Od zamachów w Paryżu wojna z imigrantami trwa w najlepsze. W pewnym momencie Francja utraciła kontrolę nad częścią okupowanego Calais. Gdy obóz spacyfikowana sytuacja uspokoiła się, jednak w zeszłym tygodniu wybuchły ponownie zamieszki, gdy w walki z policją zaangażowało się 200 emigrantów. Rannych zostało 60 osób.

 

Regularne bitwy rozgrywają się pod Paryżem. Niektóre dzielnice regularnie stają się areną walk gangów z policją. Niepokoje mają generalnie podłoże ekonomiczne, ale także rasowe czy stają się przejawem zwykłej frustracji ze strony bezrobotnych, drobnych kryminalistów i włóczęgów.

 

Najnowsza fala przemocy związana jest z reformą rynku pracy. Lewicowy rząd Manuela Vallsa, popierany przez prezydenta Hollanda, zapowiedział reform rynku pracy, znosząc między innymi dogmat od 7 godzinnym dniu pracy dla Francuzów. Wiadomo – pracować dłużej nikt nie chce, więc komunistyczne związki zawodowe, widząc, że rząd i tak już jest osłabiony walką z przestępczości oraz imigrantami, postanowiły wykorzystać sytuację.

 

Imigranci i lewica walczą z rządem

 

Przemoc związkowców jest skierowana przeciw sektorowi energetycznemu. Blokowane są rafinerie i elektrownie atomowe. W kraju zaczyna brakować benzyny. Jeśli do strajku generalnego dołączą transportowcy Francję czeka paraliż, a stan wyjątkowy zapisany dotąd na papierze, może stać się faktycznie ostatnią deską ratunku. Do wejścia czeka wojsko, które będzie musiało przywrócić jakoś podstawowe funkcjonowanie państwa.

 

Do regularnych zamieszek dochodzi nie tyko w Paryżu, ale także w Renes czy Nantes.
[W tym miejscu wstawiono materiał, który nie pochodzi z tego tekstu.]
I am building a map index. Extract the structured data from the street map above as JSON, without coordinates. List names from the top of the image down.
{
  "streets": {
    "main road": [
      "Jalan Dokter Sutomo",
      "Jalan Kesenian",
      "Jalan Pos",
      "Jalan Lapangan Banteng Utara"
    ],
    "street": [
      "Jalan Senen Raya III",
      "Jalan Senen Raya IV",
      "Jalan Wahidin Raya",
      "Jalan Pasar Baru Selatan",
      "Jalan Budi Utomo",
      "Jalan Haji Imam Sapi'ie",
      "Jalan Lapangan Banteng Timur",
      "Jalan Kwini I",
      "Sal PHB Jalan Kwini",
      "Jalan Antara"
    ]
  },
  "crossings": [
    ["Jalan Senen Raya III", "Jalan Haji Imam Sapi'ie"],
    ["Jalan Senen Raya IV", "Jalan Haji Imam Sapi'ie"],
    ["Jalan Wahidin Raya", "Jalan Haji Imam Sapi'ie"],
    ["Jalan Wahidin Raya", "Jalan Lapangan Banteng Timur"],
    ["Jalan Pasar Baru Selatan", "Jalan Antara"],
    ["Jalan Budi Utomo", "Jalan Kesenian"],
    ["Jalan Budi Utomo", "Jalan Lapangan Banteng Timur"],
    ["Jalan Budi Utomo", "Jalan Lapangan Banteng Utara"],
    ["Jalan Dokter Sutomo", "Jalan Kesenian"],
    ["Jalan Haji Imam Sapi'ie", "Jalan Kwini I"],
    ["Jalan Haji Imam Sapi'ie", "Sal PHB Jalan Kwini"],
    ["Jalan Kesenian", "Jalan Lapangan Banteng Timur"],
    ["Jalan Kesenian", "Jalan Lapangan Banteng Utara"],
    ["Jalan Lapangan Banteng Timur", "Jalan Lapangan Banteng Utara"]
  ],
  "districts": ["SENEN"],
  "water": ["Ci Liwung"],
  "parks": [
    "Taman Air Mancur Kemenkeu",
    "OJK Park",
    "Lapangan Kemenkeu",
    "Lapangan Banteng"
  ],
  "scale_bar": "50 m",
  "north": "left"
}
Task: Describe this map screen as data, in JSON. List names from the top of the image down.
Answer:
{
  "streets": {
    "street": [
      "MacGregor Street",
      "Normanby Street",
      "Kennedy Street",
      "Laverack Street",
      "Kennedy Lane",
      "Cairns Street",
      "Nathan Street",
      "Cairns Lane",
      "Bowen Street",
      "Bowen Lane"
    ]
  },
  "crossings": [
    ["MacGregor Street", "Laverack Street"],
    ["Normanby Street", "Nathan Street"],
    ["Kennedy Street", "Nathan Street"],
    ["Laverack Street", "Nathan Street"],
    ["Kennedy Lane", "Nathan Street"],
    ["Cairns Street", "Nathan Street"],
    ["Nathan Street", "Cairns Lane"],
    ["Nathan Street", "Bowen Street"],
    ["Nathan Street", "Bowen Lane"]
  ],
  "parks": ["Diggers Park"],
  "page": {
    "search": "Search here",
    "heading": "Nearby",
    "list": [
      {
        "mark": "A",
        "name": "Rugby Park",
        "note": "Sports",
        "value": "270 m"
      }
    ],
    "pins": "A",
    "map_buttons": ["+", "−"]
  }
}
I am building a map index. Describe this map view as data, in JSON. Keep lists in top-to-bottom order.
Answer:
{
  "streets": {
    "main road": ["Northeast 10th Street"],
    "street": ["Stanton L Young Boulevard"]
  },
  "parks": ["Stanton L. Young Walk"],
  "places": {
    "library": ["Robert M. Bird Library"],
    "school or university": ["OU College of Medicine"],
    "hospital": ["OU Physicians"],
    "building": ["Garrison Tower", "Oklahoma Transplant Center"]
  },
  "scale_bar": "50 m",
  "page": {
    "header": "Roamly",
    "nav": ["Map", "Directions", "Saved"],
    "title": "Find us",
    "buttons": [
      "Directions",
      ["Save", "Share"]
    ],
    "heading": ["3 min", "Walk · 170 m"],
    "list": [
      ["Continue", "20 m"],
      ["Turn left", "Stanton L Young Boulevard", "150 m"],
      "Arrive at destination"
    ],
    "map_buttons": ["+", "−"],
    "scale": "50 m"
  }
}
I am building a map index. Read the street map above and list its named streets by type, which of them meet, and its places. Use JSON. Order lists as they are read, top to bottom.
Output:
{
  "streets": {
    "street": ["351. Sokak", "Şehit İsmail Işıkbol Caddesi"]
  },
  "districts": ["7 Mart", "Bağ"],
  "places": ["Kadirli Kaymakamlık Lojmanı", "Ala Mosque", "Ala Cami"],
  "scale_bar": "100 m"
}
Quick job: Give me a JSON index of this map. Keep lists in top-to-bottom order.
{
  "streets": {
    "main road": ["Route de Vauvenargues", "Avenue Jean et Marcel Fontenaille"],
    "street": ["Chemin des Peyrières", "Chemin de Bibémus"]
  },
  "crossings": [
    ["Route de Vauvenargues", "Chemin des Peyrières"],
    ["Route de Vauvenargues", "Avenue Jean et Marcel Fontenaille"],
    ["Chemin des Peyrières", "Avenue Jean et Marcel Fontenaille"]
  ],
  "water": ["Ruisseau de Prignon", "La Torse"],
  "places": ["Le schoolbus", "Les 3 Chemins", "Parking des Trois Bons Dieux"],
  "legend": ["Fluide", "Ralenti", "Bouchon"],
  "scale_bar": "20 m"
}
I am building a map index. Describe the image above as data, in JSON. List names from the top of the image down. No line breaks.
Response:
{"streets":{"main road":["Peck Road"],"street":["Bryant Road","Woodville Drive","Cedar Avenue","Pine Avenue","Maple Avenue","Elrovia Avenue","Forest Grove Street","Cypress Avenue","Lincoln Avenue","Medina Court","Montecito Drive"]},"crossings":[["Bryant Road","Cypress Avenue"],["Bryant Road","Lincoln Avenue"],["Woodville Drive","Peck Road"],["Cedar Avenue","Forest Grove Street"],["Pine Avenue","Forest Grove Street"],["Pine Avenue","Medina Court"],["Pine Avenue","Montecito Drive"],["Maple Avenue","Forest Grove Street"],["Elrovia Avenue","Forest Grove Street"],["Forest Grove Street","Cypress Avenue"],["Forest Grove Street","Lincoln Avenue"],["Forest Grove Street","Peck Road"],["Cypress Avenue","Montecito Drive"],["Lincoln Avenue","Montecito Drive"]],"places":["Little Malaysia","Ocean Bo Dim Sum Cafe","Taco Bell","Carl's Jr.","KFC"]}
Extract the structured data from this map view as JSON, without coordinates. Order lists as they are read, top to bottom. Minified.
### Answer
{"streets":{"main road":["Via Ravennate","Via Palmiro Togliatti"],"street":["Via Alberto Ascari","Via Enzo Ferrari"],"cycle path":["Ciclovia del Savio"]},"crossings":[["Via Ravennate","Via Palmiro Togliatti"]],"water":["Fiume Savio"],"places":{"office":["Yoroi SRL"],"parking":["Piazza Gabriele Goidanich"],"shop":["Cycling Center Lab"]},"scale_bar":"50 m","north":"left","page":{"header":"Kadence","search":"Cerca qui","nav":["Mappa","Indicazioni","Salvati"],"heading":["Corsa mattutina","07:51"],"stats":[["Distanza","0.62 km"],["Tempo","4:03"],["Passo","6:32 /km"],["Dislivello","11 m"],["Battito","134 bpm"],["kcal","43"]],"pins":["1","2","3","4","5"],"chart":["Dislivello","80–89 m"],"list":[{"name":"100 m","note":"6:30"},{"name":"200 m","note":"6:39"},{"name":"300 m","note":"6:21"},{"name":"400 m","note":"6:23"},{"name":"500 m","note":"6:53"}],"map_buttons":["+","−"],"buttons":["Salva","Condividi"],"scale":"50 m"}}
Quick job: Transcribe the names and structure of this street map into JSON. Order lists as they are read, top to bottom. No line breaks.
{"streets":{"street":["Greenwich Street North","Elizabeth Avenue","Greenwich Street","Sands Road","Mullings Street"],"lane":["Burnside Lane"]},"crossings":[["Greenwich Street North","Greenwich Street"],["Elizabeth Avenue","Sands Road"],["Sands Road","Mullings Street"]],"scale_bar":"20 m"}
Policja obrzucana jest kamieniami i butelkami z benzyną. Obrażenia odniosło już kilkuset żandarmów i policjantów. W sieci można znaleźć mrożące krew w żyłach relacje, jak demonstranci palą samochody z policją w środku i znęcają się nad publicznym mieniem. Wszystko przy poparciu ulicy.

 

Jednak media głównego nurtu ignorują ten temat, aby nie wzbudzać paniki. Niedługo we Francji rozpocznie się Euro 2016. Miliony kibiców zjadą się do tego kraju. Jeśli wybuchnie rewolta lub powtórzą się zamachy terrorystyczne, sytuacja może wymknąć się spod kontroli. Jeszcze chyba nigdy w nowożytnej historii Francuzi nie zwrócili się tak radykalnie przeciw własnemu państwu. Historia uczy zaś, że obywatele potrafią w krwawy sposób rozliczyć się z niechcianą władzą.